■ Brief:
Looking at the data that follows, count the lines containing the word "Sunnyfield" and write down only that count.

■ Stored data:
================

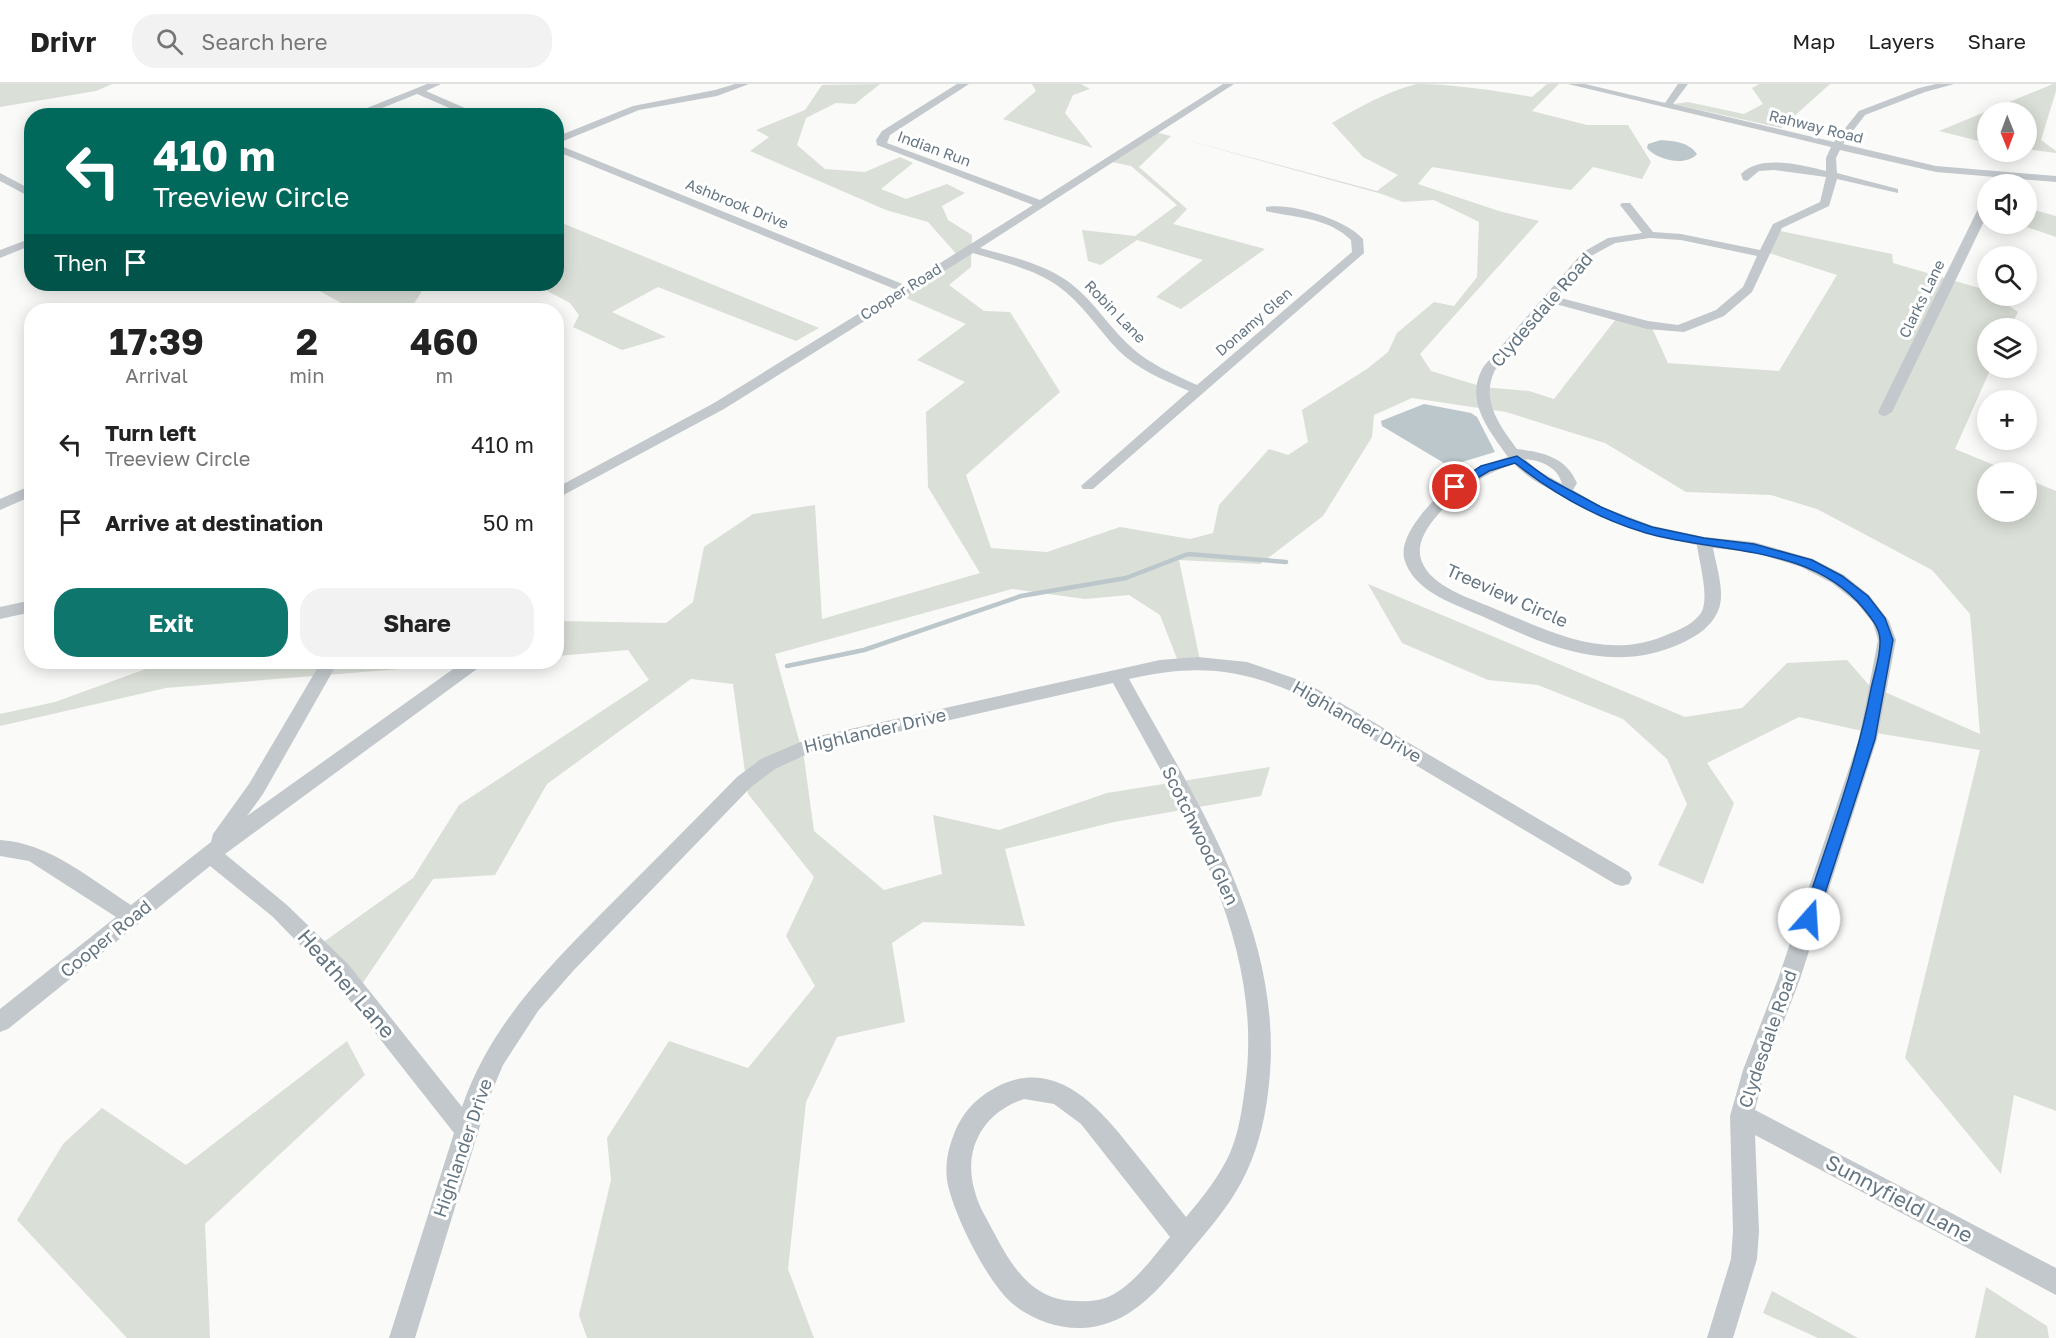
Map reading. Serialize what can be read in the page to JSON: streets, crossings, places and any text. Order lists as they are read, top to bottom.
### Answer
{
  "streets": {
    "street": [
      "Rahway Road",
      "Indian Run",
      "Ashbrook Drive",
      "Cooper Road",
      "Clarks Lane",
      "Clydesdale Road",
      "Robin Lane",
      "Donamy Glen",
      "Treeview Circle",
      "Highlander Drive",
      "Scotchwood Glen",
      "Heather Lane",
      "Sunnyfield Lane"
    ]
  },
  "crossings": [
    ["Indian Run", "Cooper Road"],
    ["Ashbrook Drive", "Cooper Road"],
    ["Cooper Road", "Robin Lane"],
    ["Cooper Road", "Heather Lane"],
    ["Clydesdale Road", "Treeview Circle"],
    ["Clydesdale Road", "Sunnyfield Lane"],
    ["Robin Lane", "Donamy Glen"],
    ["Highlander Drive", "Scotchwood Glen"],
    ["Highlander Drive", "Heather Lane"]
  ],
  "north": "bottom",
  "page": {
    "header": "Drivr",
    "search": "Search here",
    "nav": ["Map", "Layers", "Share"],
    "map_buttons": ["+", "−"],
    "turn": ["410 m", "Treeview Circle"],
    "then": "Then",
    "eta": [
      "17:39",
      "Arrival",
      "2",
      "min",
      "460",
      "m"
    ],
    "list": [
      {
        "name": "Turn left",
        "note": "Treeview Circle",
        "value": "410 m"
      },
      {
        "name": "Arrive at destination",
        "value": "50 m"
      }
    ],
    "buttons": ["Exit", "Share"]
  }
}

================

■ Output of the exercise:
2